# LLM Fine-Tuning using HuggingFace's 🤗 Encoder-Decoder models and 🔭 Galileo

In this tutorial, we will fine-tune an Encoder-Decoder model from HuggingFace 🤗 for instruction completion and explore the results in Galileo.

We use the well known Alpaca intruction-tuning dataset, from the [Stanford Alpaca project](https://github.com/tatsu-lab/stanford_alpaca). In doing so, we help highlight several known data errors and limitations of this dataset!

**Make sure to select GPU in your Runtime! (Runtime -> Change Runtime type)**

# Install Dependancies [Including Setting up DQ] + Add Imports

In [None]:
#@title Install `dataquality`

# Upgrade pip
!pip install -U pip &> /dev/null

# Install all dependecies
!pip install 'dataquality[cuda]' --extra-index-url=https://pypi.nvidia.com/
print('👋 Installed necessary libraries.')

# Select a small portion of the dataset for CI/QA.
import os
def _minimize_for_ci() -> bool:
    return os.getenv("MINIMIZE_FOR_CI", "false") == "true"

# 1. Initialize Galileo

In [None]:
import dataquality as dq
# 🔭🌕 Galileo log-in

dq.init(task_type="seq2seq",
        project_name="galileo-finetune",
        run_name=f"example_run_galileo-finetune_1")

# 2. Load Data
Load the data from Hugging Face and format it for fine-tuning an Encoder-Decoder model. Additionally, the original Alpaca dataset does not specify a val/test split so we randomly sample to get train/val/test with the ratios (0.85, 0.1, 0.05).

NOTE: We are working with LLMs (emphasis on Large) and Alpaca is a decently sized dataset with 52,000 data samples. Therefore, training times can be large. To speed up training during this tutorial, consider setting the flag `use_small_ds = True`. This will downsample the Alpaca dataset to 2500 samples before splitting into train/val/test.

In [None]:
use_small_ds = True

In [None]:
#@title Load 🤗 HuggingFace Alpaca Dataset

from datasets import load_dataset, Dataset, DatasetDict

ds = load_dataset("tatsu-lab/alpaca", trust_remote_code=True)

if use_small_ds or _minimize_for_ci():
    total_n_samples = 50 if _minimize_for_ci() else 10_000
    ds = DatasetDict({'train': Dataset.from_dict(ds['train'][:total_n_samples])})
ds

In [None]:
#@title Format the Dataset For Encoder-Decoder Fine-Tuning
#@markdown We use the following data format to combine the `Instruction` and `Input` columns: ```Human: {instruction} Input: {input}```

# FORMAT ALPACA
def format_alpaca(example, idx):
  return {"formatted_input": f"Human: {example['instruction']}" + f" Context: {example['input']}"*bool(example['input']),
          "id": idx}

if "formatted_input" not in ds['train'].features:
  ds = ds.map(format_alpaca, with_indices=True, remove_columns=['text', 'instruction', 'input'])

In [None]:
#@title Split the data into train/val/test splits as (0.85/0.1/0.05)
#@markdown The original Alpaca dataset does not come with a designated val/test split so we randomly sample to create these.

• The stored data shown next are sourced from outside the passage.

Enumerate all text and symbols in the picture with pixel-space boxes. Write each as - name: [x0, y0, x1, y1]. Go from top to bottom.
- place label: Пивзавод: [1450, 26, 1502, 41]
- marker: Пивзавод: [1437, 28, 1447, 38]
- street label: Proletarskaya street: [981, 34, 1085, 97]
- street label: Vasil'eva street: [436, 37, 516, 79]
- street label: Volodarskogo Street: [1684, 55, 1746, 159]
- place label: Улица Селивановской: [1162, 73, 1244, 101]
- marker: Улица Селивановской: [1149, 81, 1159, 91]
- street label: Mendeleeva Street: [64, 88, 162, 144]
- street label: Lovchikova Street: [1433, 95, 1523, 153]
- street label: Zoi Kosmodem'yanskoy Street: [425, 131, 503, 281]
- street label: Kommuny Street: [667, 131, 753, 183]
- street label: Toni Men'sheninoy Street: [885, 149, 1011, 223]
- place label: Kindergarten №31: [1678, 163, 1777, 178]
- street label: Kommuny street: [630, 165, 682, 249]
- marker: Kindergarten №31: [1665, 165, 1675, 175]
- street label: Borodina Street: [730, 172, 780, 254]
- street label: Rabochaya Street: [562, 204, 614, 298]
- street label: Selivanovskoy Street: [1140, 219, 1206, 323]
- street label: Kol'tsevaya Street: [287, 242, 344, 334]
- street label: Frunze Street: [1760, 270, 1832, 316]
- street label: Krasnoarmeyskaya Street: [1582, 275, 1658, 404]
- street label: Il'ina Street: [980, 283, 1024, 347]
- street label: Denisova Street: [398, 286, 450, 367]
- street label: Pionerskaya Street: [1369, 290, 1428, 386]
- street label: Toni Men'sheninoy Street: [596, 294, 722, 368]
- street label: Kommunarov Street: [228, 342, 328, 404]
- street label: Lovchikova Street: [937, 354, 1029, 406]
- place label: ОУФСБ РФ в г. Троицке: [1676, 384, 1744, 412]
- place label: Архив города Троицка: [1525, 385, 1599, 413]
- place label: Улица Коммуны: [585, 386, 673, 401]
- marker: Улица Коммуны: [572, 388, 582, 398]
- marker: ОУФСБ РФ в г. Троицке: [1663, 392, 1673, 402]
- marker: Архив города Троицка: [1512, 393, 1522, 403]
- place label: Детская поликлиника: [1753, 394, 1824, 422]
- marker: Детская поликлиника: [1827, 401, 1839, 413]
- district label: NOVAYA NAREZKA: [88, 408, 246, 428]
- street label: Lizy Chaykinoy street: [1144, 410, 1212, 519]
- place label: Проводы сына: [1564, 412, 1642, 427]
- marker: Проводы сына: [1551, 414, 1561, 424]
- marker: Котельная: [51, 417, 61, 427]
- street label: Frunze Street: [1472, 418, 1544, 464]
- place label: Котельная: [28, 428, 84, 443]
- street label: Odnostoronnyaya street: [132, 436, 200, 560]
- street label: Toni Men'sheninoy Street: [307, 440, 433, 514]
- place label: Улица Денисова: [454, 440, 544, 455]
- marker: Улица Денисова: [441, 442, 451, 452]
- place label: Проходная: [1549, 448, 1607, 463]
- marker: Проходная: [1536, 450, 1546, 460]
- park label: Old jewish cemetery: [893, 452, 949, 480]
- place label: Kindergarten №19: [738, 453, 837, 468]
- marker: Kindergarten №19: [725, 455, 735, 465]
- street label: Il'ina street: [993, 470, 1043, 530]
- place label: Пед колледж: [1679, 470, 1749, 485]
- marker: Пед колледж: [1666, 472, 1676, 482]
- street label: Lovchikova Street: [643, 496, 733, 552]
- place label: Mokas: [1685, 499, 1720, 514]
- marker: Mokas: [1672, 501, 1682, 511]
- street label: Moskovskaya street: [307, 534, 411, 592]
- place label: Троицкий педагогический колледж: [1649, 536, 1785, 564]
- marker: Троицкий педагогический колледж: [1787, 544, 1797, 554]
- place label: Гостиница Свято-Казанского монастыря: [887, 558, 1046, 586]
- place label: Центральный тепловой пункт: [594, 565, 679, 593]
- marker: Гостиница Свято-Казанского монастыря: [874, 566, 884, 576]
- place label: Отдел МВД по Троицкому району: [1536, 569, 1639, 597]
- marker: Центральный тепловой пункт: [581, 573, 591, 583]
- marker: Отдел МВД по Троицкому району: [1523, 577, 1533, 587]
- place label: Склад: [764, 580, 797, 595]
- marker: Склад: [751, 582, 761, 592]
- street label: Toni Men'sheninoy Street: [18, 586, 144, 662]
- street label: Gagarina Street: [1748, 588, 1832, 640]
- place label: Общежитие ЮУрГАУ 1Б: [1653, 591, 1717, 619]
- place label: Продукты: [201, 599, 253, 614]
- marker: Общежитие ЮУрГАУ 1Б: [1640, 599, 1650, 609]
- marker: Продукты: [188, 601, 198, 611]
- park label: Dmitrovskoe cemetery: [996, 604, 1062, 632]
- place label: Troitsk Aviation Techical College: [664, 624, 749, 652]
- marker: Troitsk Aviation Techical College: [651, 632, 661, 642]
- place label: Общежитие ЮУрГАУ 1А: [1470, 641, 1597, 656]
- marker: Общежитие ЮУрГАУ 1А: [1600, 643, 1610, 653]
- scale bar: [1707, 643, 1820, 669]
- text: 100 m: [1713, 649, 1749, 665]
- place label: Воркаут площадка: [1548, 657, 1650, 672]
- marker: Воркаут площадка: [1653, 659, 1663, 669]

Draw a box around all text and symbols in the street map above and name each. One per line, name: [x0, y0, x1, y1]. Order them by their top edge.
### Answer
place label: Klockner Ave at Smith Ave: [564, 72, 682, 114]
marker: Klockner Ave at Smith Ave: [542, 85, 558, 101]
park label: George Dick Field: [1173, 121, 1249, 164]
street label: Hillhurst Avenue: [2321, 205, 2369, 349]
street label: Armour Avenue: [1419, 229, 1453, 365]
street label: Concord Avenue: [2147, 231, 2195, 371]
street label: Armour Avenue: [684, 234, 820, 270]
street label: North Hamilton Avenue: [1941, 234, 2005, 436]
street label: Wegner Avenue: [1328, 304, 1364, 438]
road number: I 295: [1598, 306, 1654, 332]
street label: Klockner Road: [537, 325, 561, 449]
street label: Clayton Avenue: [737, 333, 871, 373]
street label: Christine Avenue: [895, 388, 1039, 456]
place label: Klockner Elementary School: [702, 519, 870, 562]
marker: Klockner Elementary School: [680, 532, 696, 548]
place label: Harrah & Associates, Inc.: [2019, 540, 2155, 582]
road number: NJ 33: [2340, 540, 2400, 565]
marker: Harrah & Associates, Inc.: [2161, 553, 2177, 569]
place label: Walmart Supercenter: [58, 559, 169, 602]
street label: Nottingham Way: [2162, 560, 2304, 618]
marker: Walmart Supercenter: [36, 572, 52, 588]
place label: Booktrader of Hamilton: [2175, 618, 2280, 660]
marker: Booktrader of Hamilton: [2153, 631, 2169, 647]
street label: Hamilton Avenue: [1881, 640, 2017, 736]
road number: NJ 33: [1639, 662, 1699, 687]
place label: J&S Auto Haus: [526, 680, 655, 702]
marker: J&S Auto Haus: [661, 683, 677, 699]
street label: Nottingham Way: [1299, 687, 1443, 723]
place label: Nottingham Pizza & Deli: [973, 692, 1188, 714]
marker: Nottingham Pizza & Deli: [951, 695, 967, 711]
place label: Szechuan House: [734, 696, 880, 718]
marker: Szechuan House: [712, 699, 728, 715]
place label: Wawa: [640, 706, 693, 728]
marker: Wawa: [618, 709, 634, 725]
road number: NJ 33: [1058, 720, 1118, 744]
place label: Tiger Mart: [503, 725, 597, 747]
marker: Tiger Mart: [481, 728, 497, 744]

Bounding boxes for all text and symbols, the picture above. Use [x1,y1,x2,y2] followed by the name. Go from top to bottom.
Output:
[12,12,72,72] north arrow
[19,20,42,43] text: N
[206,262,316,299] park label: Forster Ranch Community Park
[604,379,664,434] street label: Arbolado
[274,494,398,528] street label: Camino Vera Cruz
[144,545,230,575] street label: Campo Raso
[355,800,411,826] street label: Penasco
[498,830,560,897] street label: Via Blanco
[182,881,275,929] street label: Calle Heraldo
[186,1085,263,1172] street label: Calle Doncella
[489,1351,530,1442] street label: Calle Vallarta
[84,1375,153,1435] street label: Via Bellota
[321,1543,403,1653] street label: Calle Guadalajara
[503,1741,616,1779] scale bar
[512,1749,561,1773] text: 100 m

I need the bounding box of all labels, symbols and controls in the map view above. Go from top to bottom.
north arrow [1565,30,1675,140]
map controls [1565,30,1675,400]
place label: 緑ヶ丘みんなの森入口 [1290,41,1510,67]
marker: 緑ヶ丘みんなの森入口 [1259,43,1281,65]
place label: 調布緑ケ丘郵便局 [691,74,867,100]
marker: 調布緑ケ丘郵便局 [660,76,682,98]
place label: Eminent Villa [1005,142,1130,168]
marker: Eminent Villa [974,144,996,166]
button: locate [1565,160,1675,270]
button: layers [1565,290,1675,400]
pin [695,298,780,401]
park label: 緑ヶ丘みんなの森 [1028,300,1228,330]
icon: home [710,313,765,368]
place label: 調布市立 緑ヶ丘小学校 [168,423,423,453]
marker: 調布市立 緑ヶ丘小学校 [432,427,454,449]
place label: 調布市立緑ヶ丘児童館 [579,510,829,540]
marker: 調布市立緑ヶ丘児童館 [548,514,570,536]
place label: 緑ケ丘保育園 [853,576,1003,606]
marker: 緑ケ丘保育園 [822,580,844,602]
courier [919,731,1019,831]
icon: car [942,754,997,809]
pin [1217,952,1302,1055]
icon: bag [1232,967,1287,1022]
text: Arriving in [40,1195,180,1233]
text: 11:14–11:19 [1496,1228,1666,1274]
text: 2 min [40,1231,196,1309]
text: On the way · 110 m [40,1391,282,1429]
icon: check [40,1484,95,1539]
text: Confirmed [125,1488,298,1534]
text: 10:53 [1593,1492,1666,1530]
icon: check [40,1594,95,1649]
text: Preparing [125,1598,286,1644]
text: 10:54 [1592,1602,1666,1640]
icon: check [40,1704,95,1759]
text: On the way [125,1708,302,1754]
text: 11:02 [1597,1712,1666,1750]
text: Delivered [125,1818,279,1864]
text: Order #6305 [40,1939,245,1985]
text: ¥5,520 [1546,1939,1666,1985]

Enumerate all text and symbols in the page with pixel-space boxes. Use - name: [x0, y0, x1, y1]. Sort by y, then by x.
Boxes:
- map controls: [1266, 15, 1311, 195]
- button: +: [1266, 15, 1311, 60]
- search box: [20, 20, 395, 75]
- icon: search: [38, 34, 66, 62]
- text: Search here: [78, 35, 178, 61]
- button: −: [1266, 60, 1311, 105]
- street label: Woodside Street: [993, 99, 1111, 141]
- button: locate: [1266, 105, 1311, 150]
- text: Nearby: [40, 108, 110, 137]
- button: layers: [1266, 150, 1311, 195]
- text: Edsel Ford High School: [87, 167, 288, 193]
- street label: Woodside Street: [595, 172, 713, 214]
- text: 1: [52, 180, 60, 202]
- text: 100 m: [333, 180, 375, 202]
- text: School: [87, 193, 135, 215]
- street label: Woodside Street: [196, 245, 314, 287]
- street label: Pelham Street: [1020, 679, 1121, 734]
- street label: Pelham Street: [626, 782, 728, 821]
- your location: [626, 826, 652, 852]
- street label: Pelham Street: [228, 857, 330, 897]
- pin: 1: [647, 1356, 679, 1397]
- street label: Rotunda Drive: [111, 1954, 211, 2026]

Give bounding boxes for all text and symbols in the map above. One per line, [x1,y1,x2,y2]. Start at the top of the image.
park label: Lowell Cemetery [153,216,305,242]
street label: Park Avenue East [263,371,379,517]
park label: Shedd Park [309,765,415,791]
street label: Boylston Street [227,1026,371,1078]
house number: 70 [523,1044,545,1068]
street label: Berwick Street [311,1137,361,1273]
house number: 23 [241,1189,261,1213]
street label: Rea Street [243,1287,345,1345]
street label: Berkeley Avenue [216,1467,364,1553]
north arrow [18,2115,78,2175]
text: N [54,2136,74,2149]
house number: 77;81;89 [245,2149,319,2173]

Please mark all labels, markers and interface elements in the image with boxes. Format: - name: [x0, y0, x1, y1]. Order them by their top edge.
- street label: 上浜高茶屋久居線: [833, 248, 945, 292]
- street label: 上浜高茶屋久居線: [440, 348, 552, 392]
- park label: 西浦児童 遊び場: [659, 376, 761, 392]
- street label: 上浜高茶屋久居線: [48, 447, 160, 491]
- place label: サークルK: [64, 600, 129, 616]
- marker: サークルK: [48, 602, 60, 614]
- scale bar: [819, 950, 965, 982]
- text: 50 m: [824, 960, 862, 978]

if 'val' not in ds and 'valid' not in ds and 'validation' not in ds:
  ds = ds.shuffle(seed=8)

  num_samples = len(ds['train'])
  train_size = int(num_samples * 0.85)
  val_size = int(num_samples * 0.1)

  ds_train = Dataset.from_dict(ds['train'][:train_size])
  ds_val = Dataset.from_dict(ds['train'][train_size:train_size + val_size])
  ds_test = Dataset.from_dict(ds['train'][train_size + val_size:])

  ds = DatasetDict({
      'train': ds_train,
      'val': ds_val,
      'test': ds_test
  })

ds

# 3. Setup Logging with Galileo
Galileo "watches" (i.e. uses) your `model`, `tokenizer`, and `GenerationConfig` to aid in logging + computing token level statistics and to power generation after training.

In this tutorial, we use the Encoder-Decoder model [`google/flan-t5-small`](https://huggingface.co/google/flan-t5-small) and leverage a simple greedy decoding strategy.

To speed up training and reduce memory, we limit the `max_output_tokens` (for the decoder block) to `128`, while leaving `max_input_tokens` (for the encoder block) as the default 512. Feel free to change this to reduce the samples with truncation.

In [None]:
from transformers import AutoTokenizer, GenerationConfig, T5ForConditionalGeneration
from dataquality.integrations.seq2seq.core import watch
from dataquality.schemas.seq2seq import Seq2SeqModelType

# Load model and tokenizer
MODEL = "google/flan-t5-small"
MAX_INPUT_TOKENS = 512
MAX_TARGET_TOKENS = 128

# Generation
MAX_NEW_TOKENS = 128


tokenizer = AutoTokenizer.from_pretrained(MODEL, use_fast=True, model_max_length=MAX_INPUT_TOKENS)
model = T5ForConditionalGeneration.from_pretrained(MODEL)

generation_config = GenerationConfig(
    max_new_tokens=MAX_NEW_TOKENS,
    do_sample=False,
    eos_token_id=tokenizer.eos_token_id,
    pad_token_id=tokenizer.pad_token_id
)

watch(
    model_type=Seq2SeqModelType.encoder_decoder.value,
    model=model,
    tokenizer=tokenizer,
    generation_config=generation_config,
    # generation_splits=["test"],  # 🔭🌕 Galileo generates on Test set only by default
    max_input_tokens=MAX_INPUT_TOKENS,
    max_target_tokens=MAX_TARGET_TOKENS
)

# 4. Log input data with Galileo
Input data can be logged via `log_dataset` for logging iterables such as `HuggingFace` or `Pytorch Dataset` classes. This step logs the `input` (referenced as the `text`) and `target` (referenced as `label`) data columns for each split.

In our setting we have the following data columns:
- `text`/`input` = `formatted_input`
- `label`/`target` = `output`

In [None]:
# Log datasets with dq
from functools import partial

def _log_dataset(_ds, split, input_col, target_col):
    dq.log_dataset(
        _ds,
        text=input_col,
        label=target_col,
        split=split
    )

log_dataset = partial(_log_dataset, input_col="formatted_input", target_col="output")


# Log just for training
log_dataset(ds['train'], split="training")
log_dataset(ds['val'], split='validation')
log_dataset(ds['test'], split='test')

# 5. Tokenize and Format Data for Training

Here we tokenize the data and create per-split DataLoaders.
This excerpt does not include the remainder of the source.